Records from a data collection
=== Section Start ===

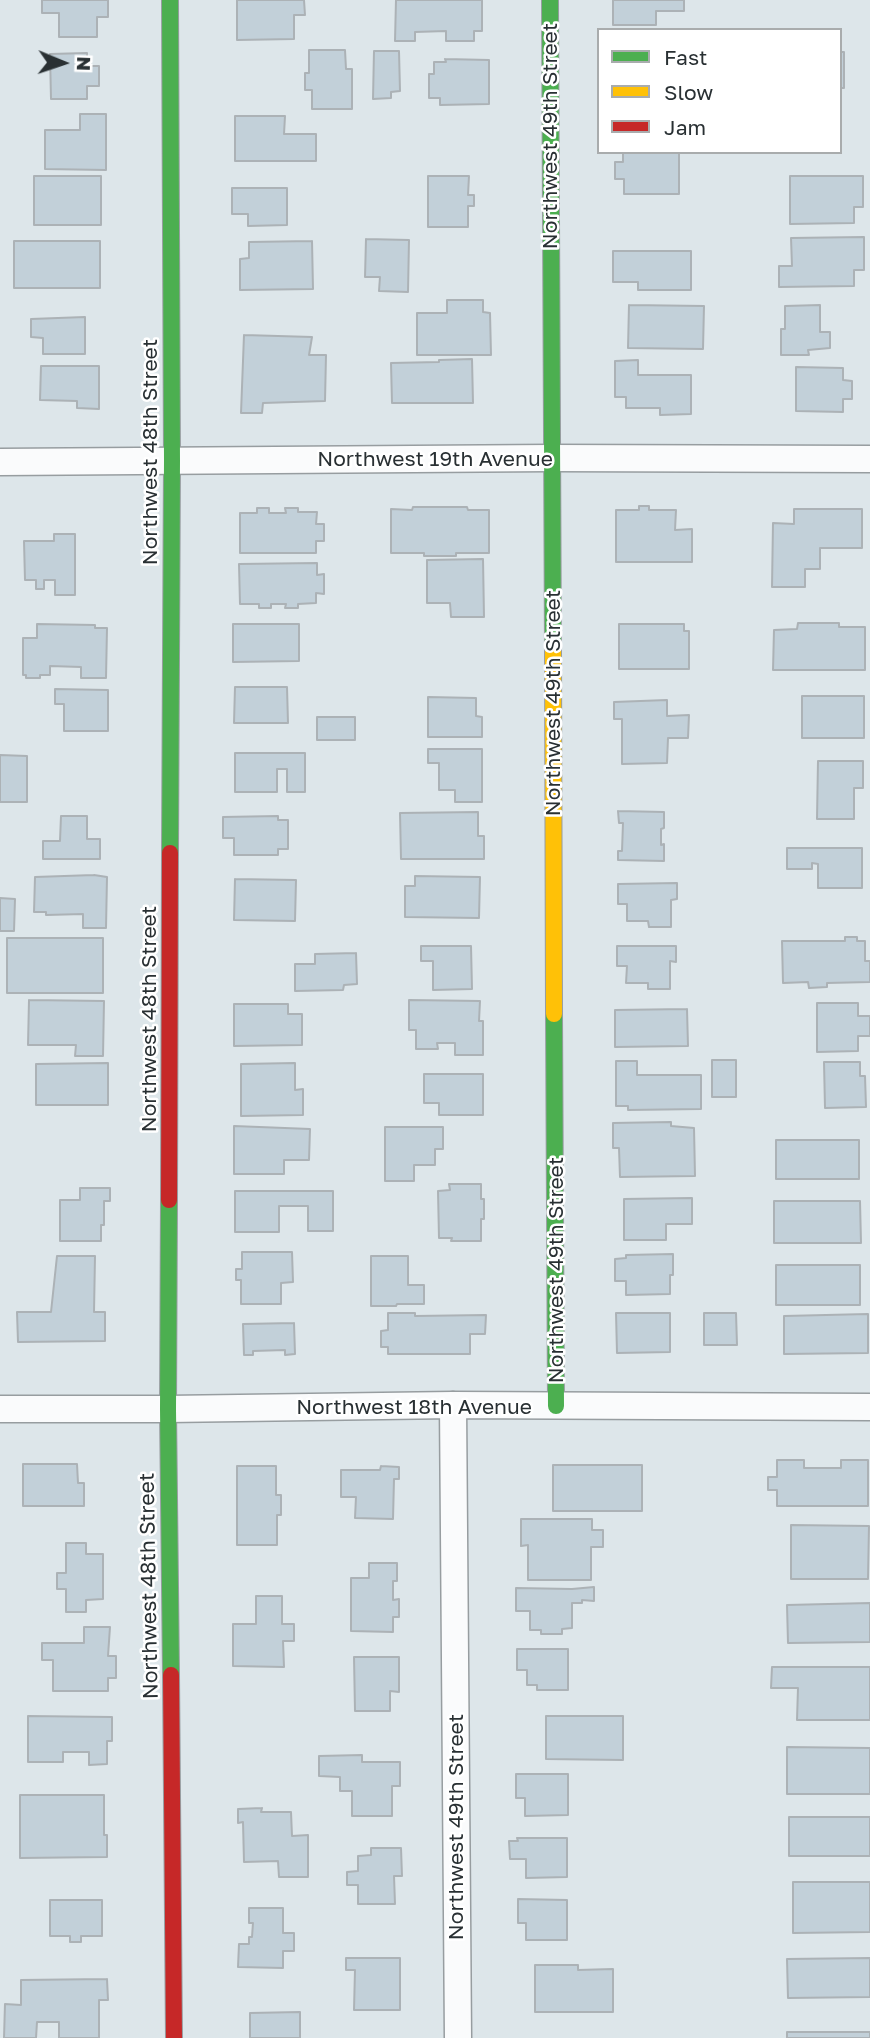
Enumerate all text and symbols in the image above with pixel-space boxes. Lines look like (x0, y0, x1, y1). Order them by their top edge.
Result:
street label: Northwest 49th Street (537, 23, 563, 249)
north arrow (28, 28, 98, 98)
legend (597, 28, 842, 154)
text: Fast (664, 44, 707, 70)
text: N (73, 56, 96, 71)
text: Slow (664, 79, 713, 105)
text: Jam (664, 114, 706, 140)
street label: Northwest 48th Street (137, 339, 163, 565)
street label: Northwest 19th Avenue (317, 446, 553, 472)
street label: Northwest 49th Street (540, 590, 566, 816)
street label: Northwest 48th Street (136, 906, 162, 1132)
street label: Northwest 49th Street (543, 1157, 569, 1383)
street label: Northwest 18th Avenue (296, 1394, 532, 1420)
street label: Northwest 48th Street (134, 1473, 164, 1699)
street label: Northwest 49th Street (443, 1714, 469, 1940)

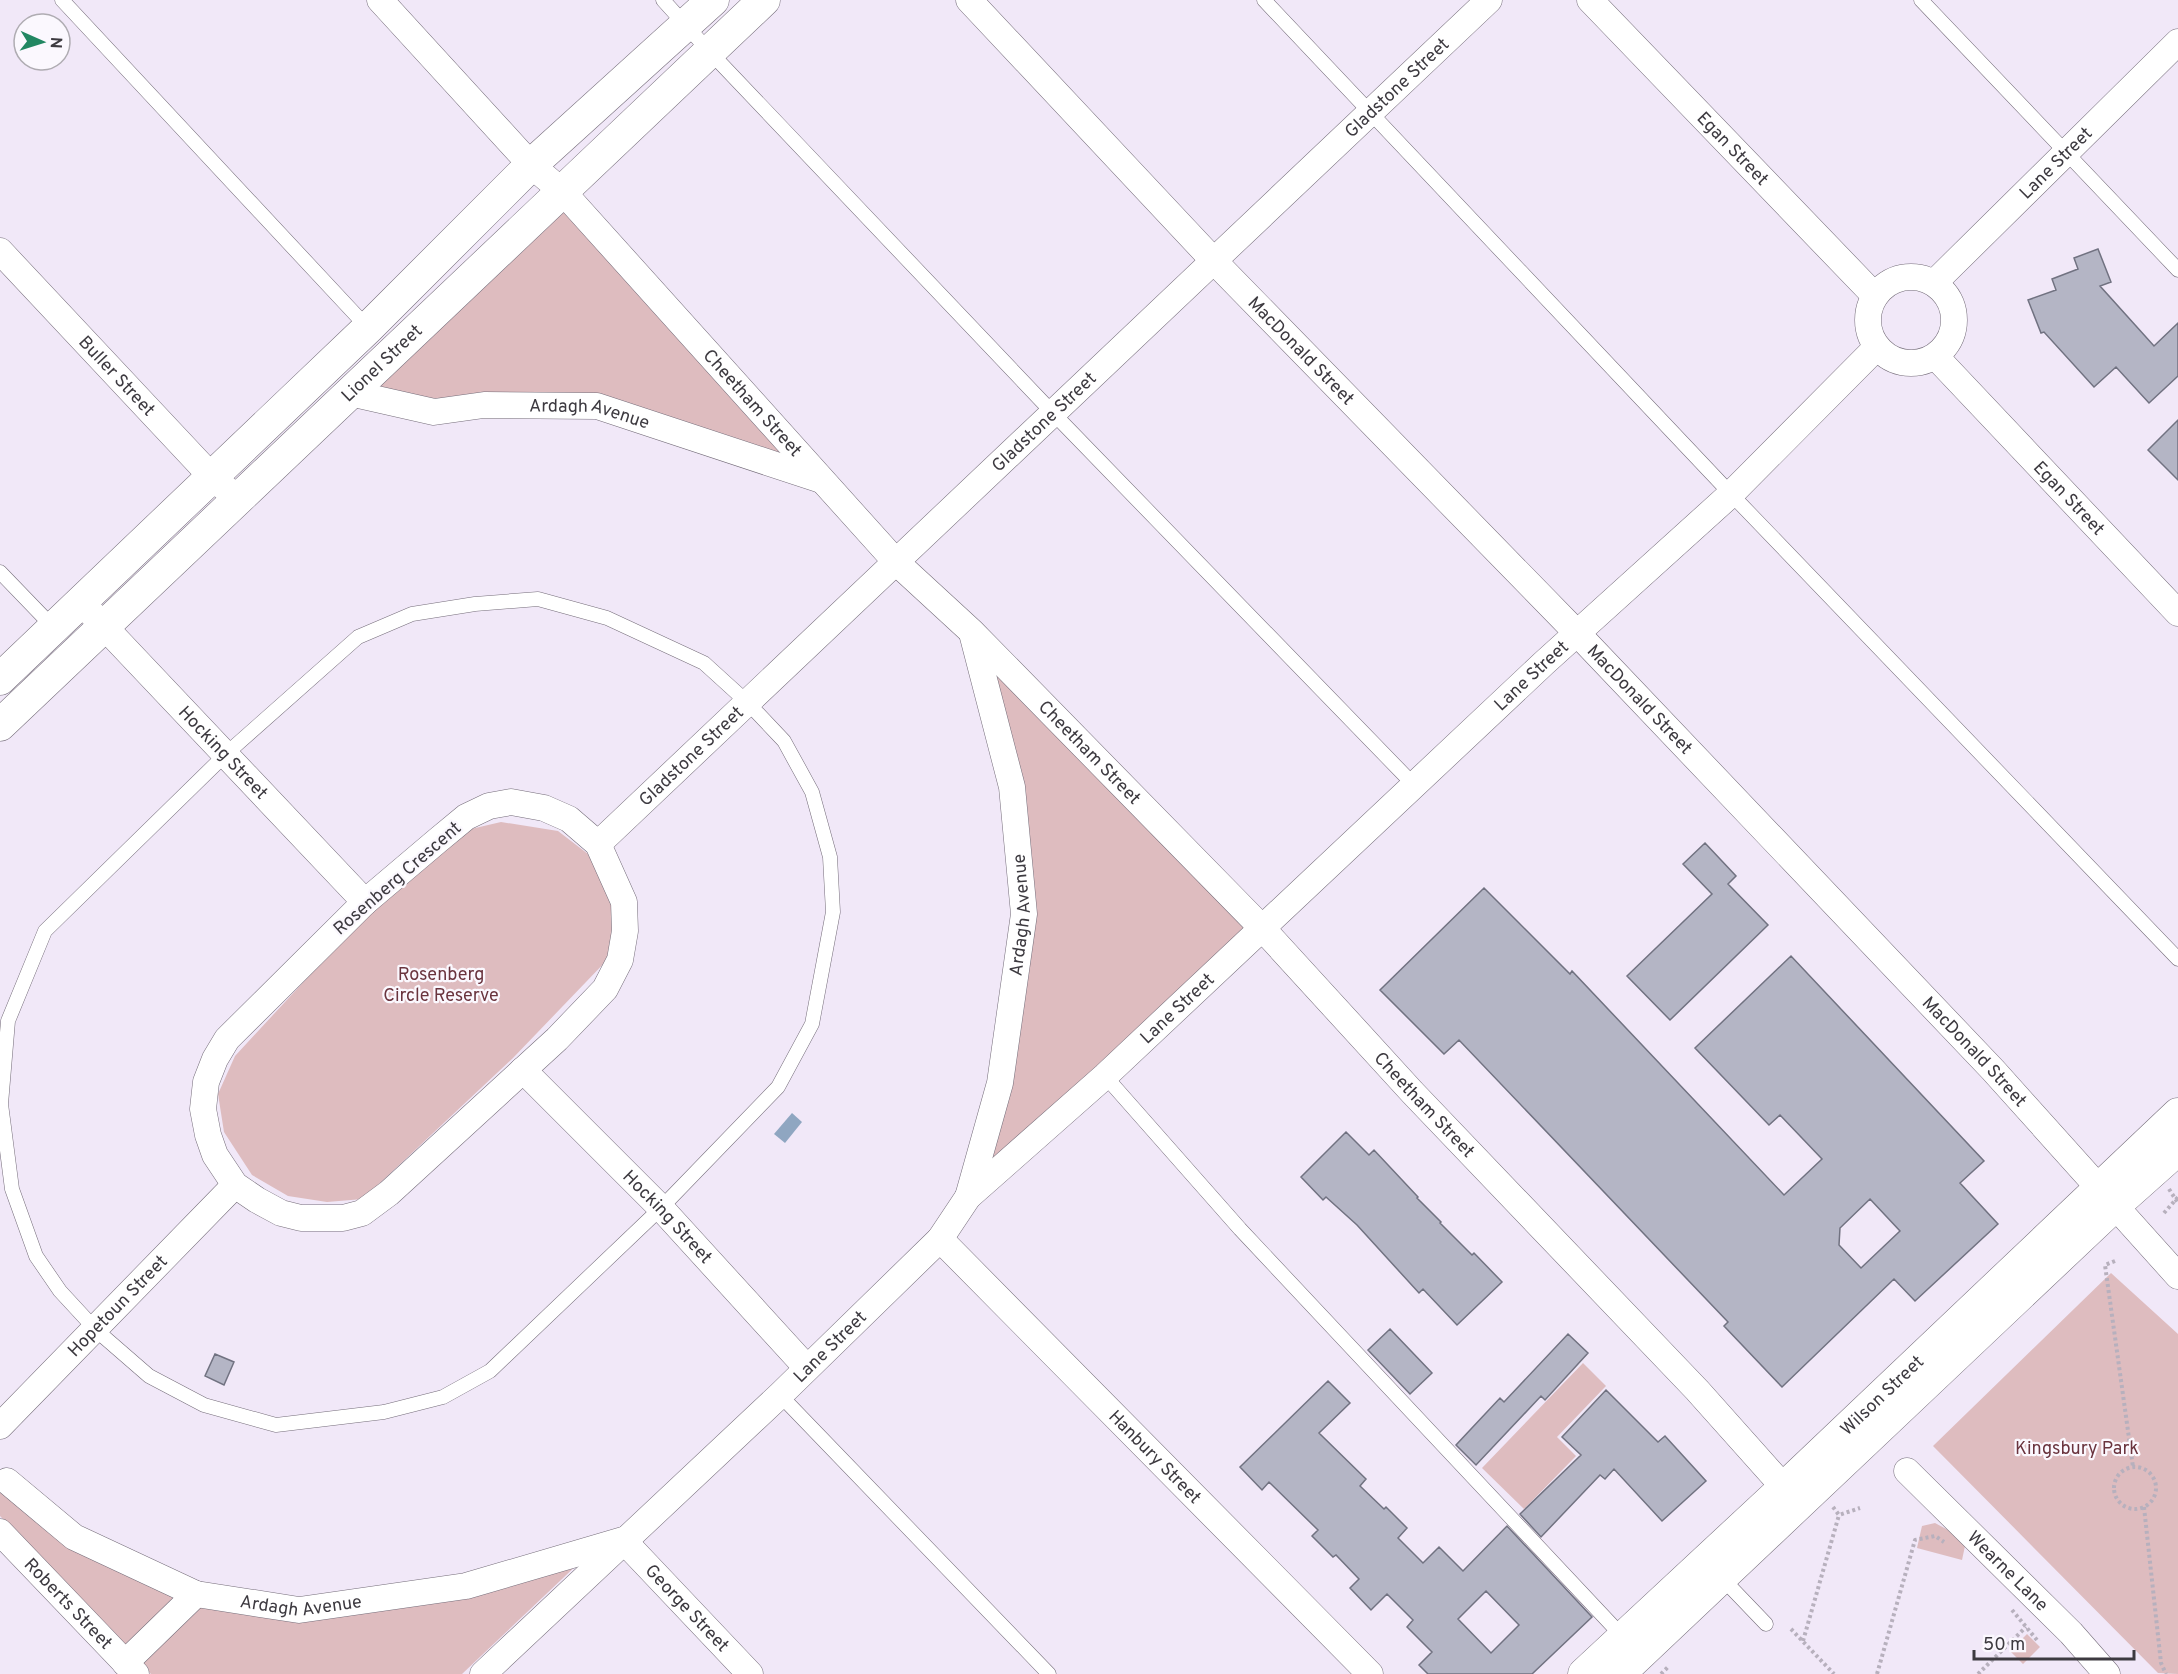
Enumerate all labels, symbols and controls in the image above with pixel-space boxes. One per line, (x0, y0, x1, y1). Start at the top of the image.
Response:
north arrow (12, 12, 72, 72)
street label: Gladstone Street (1340, 34, 1455, 144)
text: N (45, 36, 65, 49)
street label: Egan Street (1691, 108, 1773, 191)
street label: Lane Street (2015, 123, 2098, 205)
street label: MacDonald Street (1242, 292, 1358, 411)
street label: Lionel Street (337, 320, 428, 408)
street label: Buller Street (73, 332, 159, 422)
street label: Cheetham Street (697, 345, 806, 462)
street label: Gladstone Street (988, 368, 1102, 478)
street label: Ardagh Avenue (529, 395, 652, 436)
street label: Egan Street (2027, 457, 2109, 541)
street label: Lane Street (1490, 636, 1574, 717)
street label: MacDonald Street (1581, 640, 1697, 760)
street label: Cheetham Street (1033, 696, 1145, 810)
street label: Hocking Street (172, 702, 272, 805)
street label: Gladstone Street (635, 702, 749, 812)
street label: Rosenberg Crescent (329, 817, 467, 941)
street label: Ardagh Avenue (1005, 853, 1037, 978)
park label: Rosenberg Circle Reserve (383, 964, 499, 1008)
street label: Lane Street (1136, 969, 1220, 1050)
street label: MacDonald Street (1916, 992, 2031, 1113)
street label: Cheetham Street (1368, 1048, 1479, 1163)
street label: Hocking Street (617, 1166, 716, 1269)
street label: Hopetoun Street (64, 1251, 173, 1363)
street label: Lane Street (789, 1307, 872, 1388)
street label: Wilson Street (1836, 1351, 1929, 1441)
street label: Hanbury Street (1103, 1406, 1205, 1509)
park label: Kingsbury Park (2015, 1438, 2139, 1461)
street label: Wearne Lane (1961, 1527, 2052, 1617)
street label: Roberts Street (18, 1554, 117, 1655)
street label: George Street (639, 1560, 733, 1658)
street label: Ardagh Avenue (238, 1591, 363, 1623)
scale bar (1974, 1623, 2134, 1661)
text: 50 m (1983, 1634, 2025, 1657)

=== Section End ===

> [REQUIREMENT]
Please print the records above once more, word for word, omitting all pictures.

> [YOUR RESPONSE]
Enumerate all text and symbols in the image above with pixel-space boxes. Lines look like (x0, y0, x1, y1). Order them by their top edge.
Result:
street label: Northwest 49th Street (537, 23, 563, 249)
north arrow (28, 28, 98, 98)
legend (597, 28, 842, 154)
text: Fast (664, 44, 707, 70)
text: N (73, 56, 96, 71)
text: Slow (664, 79, 713, 105)
text: Jam (664, 114, 706, 140)
street label: Northwest 48th Street (137, 339, 163, 565)
street label: Northwest 19th Avenue (317, 446, 553, 472)
street label: Northwest 49th Street (540, 590, 566, 816)
street label: Northwest 48th Street (136, 906, 162, 1132)
street label: Northwest 49th Street (543, 1157, 569, 1383)
street label: Northwest 18th Avenue (296, 1394, 532, 1420)
street label: Northwest 48th Street (134, 1473, 164, 1699)
street label: Northwest 49th Street (443, 1714, 469, 1940)

Enumerate all labels, symbols and controls in the image above with pixel-space boxes. One per line, (x0, y0, x1, y1). Start at the top of the image.
Response:
north arrow (12, 12, 72, 72)
street label: Gladstone Street (1340, 34, 1455, 144)
text: N (45, 36, 65, 49)
street label: Egan Street (1691, 108, 1773, 191)
street label: Lane Street (2015, 123, 2098, 205)
street label: MacDonald Street (1242, 292, 1358, 411)
street label: Lionel Street (337, 320, 428, 408)
street label: Buller Street (73, 332, 159, 422)
street label: Cheetham Street (697, 345, 806, 462)
street label: Gladstone Street (988, 368, 1102, 478)
street label: Ardagh Avenue (529, 395, 652, 436)
street label: Egan Street (2027, 457, 2109, 541)
street label: Lane Street (1490, 636, 1574, 717)
street label: MacDonald Street (1581, 640, 1697, 760)
street label: Cheetham Street (1033, 696, 1145, 810)
street label: Hocking Street (172, 702, 272, 805)
street label: Gladstone Street (635, 702, 749, 812)
street label: Rosenberg Crescent (329, 817, 467, 941)
street label: Ardagh Avenue (1005, 853, 1037, 978)
park label: Rosenberg Circle Reserve (383, 964, 499, 1008)
street label: Lane Street (1136, 969, 1220, 1050)
street label: MacDonald Street (1916, 992, 2031, 1113)
street label: Cheetham Street (1368, 1048, 1479, 1163)
street label: Hocking Street (617, 1166, 716, 1269)
street label: Hopetoun Street (64, 1251, 173, 1363)
street label: Lane Street (789, 1307, 872, 1388)
street label: Wilson Street (1836, 1351, 1929, 1441)
street label: Hanbury Street (1103, 1406, 1205, 1509)
park label: Kingsbury Park (2015, 1438, 2139, 1461)
street label: Wearne Lane (1961, 1527, 2052, 1617)
street label: Roberts Street (18, 1554, 117, 1655)
street label: George Street (639, 1560, 733, 1658)
street label: Ardagh Avenue (238, 1591, 363, 1623)
scale bar (1974, 1623, 2134, 1661)
text: 50 m (1983, 1634, 2025, 1657)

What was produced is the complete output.